Reference: "U.S. City Safety Rankings", CNN, 2006.

Where are the crimes?

The author of this data table and the readers are asking the same question, "Where are the crimes?", but for different reasons.

While the author wanted to convey regional differences in crime growth, as readers, we are not sure which part of the table to look at; every cell is given equal "weight".

Judging from this "profile plot", we can conclude:

• the Mid-West (blue line) experienced a crime spurt that is very much worse than the national average (dots) in all categories except forcible rapes and murder
• the West (red line), in general, had crime increases less severe than the national average
• that said, the regional profiles are relatively similar, showing few meaningful regional differences (compared to other profile plots I've seen)

Reference: "Communities Grapple With Rise in Violence", MSNBC.com
Thanks to Maya for sending in the link.

Much data, zero info

The number crunching college football fans at the Wall Street Journal wondered out loud:

One of the biggest developments in college football in recent years was the decision by Virginia Tech and Miami -- perennial top-20 teams -- to leave the Big East conference and join the Atlantic Coast Conference.  How much has that strengthened the ACC?

The data table on the right was ostensibly the answer.  Readers were drawn to the bolded numbers, the almost identical winning percentages of ACC and SEC (averaged over the last decade, as the text explained).

The question is a classic one of cause and effect: did the addition of two strong teams cause the ACC to become stronger?  Startlingly, the data cited was useless, and the analysis conducted irrelevant.

First, the difference in winning percentages between ACC and SEC is the wrong metric.  Something more pertinent is, for example, the change in winning percentage of ACC before and after the team additions.

Second, the observation period is seriously mistaken.  The ACC expansion occurred in 2004 so average winning percentages from 1995-2005 have zilch to say about its effect.

Third, a Web search uncovers that major realignment occurred again in the ACC in 2005, making it very difficult to isolate the effect of adding Virginia Tech and Miami in 2004.

Thus, the data table contains zero information for addressing the stated problem.  How to measure the effect properly seems to me a tall order, and a good discussion topic.

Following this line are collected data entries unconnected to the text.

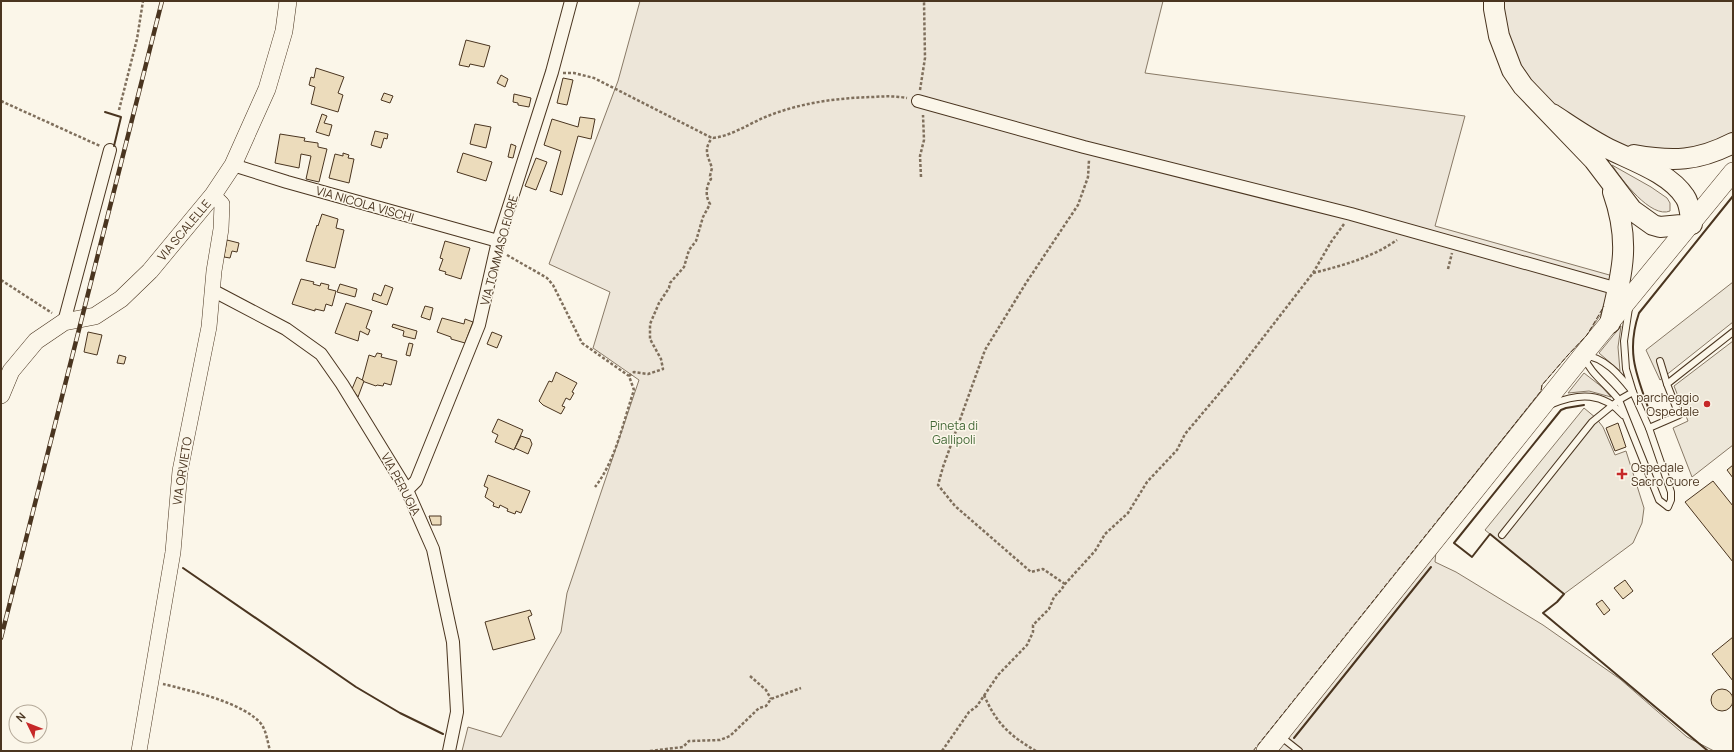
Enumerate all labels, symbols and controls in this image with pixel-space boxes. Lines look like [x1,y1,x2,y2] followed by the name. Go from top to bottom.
[314,182,416,226] street label: VIA NICOLA VISCHI
[476,193,522,307] street label: VIA TOMMASO FIORE
[153,196,215,264] street label: VIA SCALELLE
[1636,389,1699,420] place label: parcheggio Ospedale
[1702,399,1712,409] marker: parcheggio Ospedale
[930,417,978,448] park label: Pineta di Gallipoli
[168,435,196,506] street label: VIA ORVIETO
[377,450,425,519] street label: VIA PERUGIA
[1631,459,1699,490] place label: Ospedale Sacro Cuore
[1616,468,1628,480] marker: Ospedale Sacro Cuore
[8,704,48,744] north arrow
[12,709,29,725] text: N

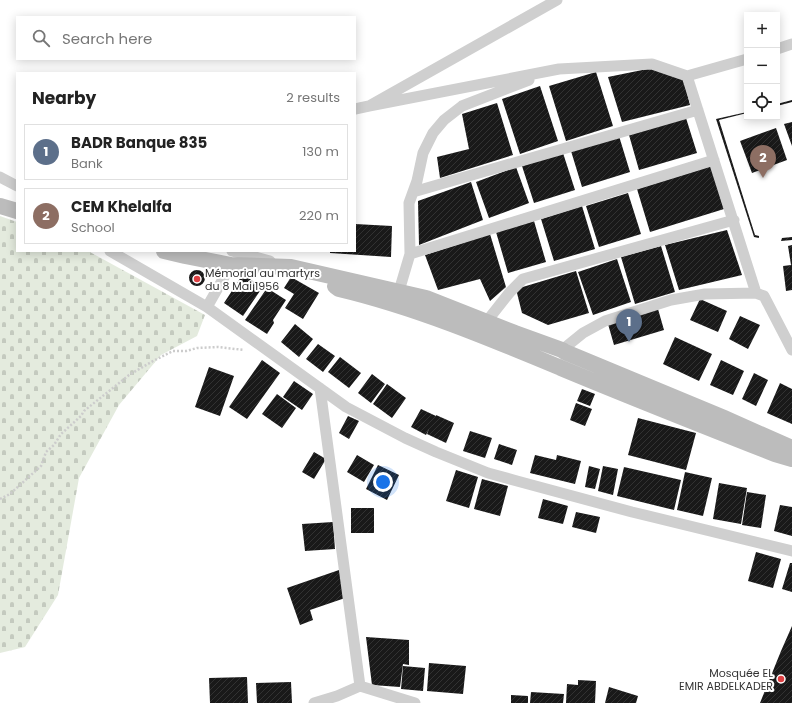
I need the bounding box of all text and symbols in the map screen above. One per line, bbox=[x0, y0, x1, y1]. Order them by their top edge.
map controls bbox=[744, 12, 780, 120]
button: + bbox=[744, 12, 780, 48]
search box bbox=[16, 16, 356, 60]
icon: search bbox=[30, 27, 52, 49]
text: Search here bbox=[62, 28, 152, 49]
button: − bbox=[744, 48, 780, 84]
button: locate bbox=[744, 84, 780, 120]
text: Nearby bbox=[32, 86, 96, 110]
text: 2 results bbox=[286, 88, 340, 107]
text: BADR Banque 835 bbox=[71, 132, 207, 153]
text: 1 bbox=[44, 142, 48, 161]
text: 130 m bbox=[302, 142, 339, 161]
pin: 2 bbox=[750, 145, 776, 178]
text: Bank bbox=[71, 154, 103, 173]
text: CEM Khelalfa bbox=[71, 196, 172, 217]
text: 2 bbox=[42, 206, 50, 225]
text: 220 m bbox=[299, 206, 339, 225]
text: School bbox=[71, 218, 115, 237]
place label: Mémorial au martyrs du 8 Mai 1956 bbox=[205, 265, 320, 294]
marker: Mémorial au martyrs du 8 Mai 1956 bbox=[192, 274, 202, 284]
pin: 1 bbox=[616, 309, 642, 342]
your location bbox=[373, 472, 393, 492]
place label: Mosquée EL EMIR ABDELKADER bbox=[679, 665, 773, 694]
marker: Mosquée EL EMIR ABDELKADER bbox=[776, 674, 786, 684]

Besides the iffy statistics, it is also impossible to read this table.  The data in the lower left triangle is a reflection of those in the upper right triangle, containing no new information.  Head-to-head conference comparisons seem to serve no purpose.  Actual win-loss numbers create clutter while adding no insight.  (Theoretically, the larger the number of contests between any two conferences, the more reliable are the winning percentages.  Confidence intervals is a much better way to present such information but even those would be over-kill for our purpose.)

Reference: "College Football's Power Struggle", Wall Street Journal, Sept 16-17, 2006.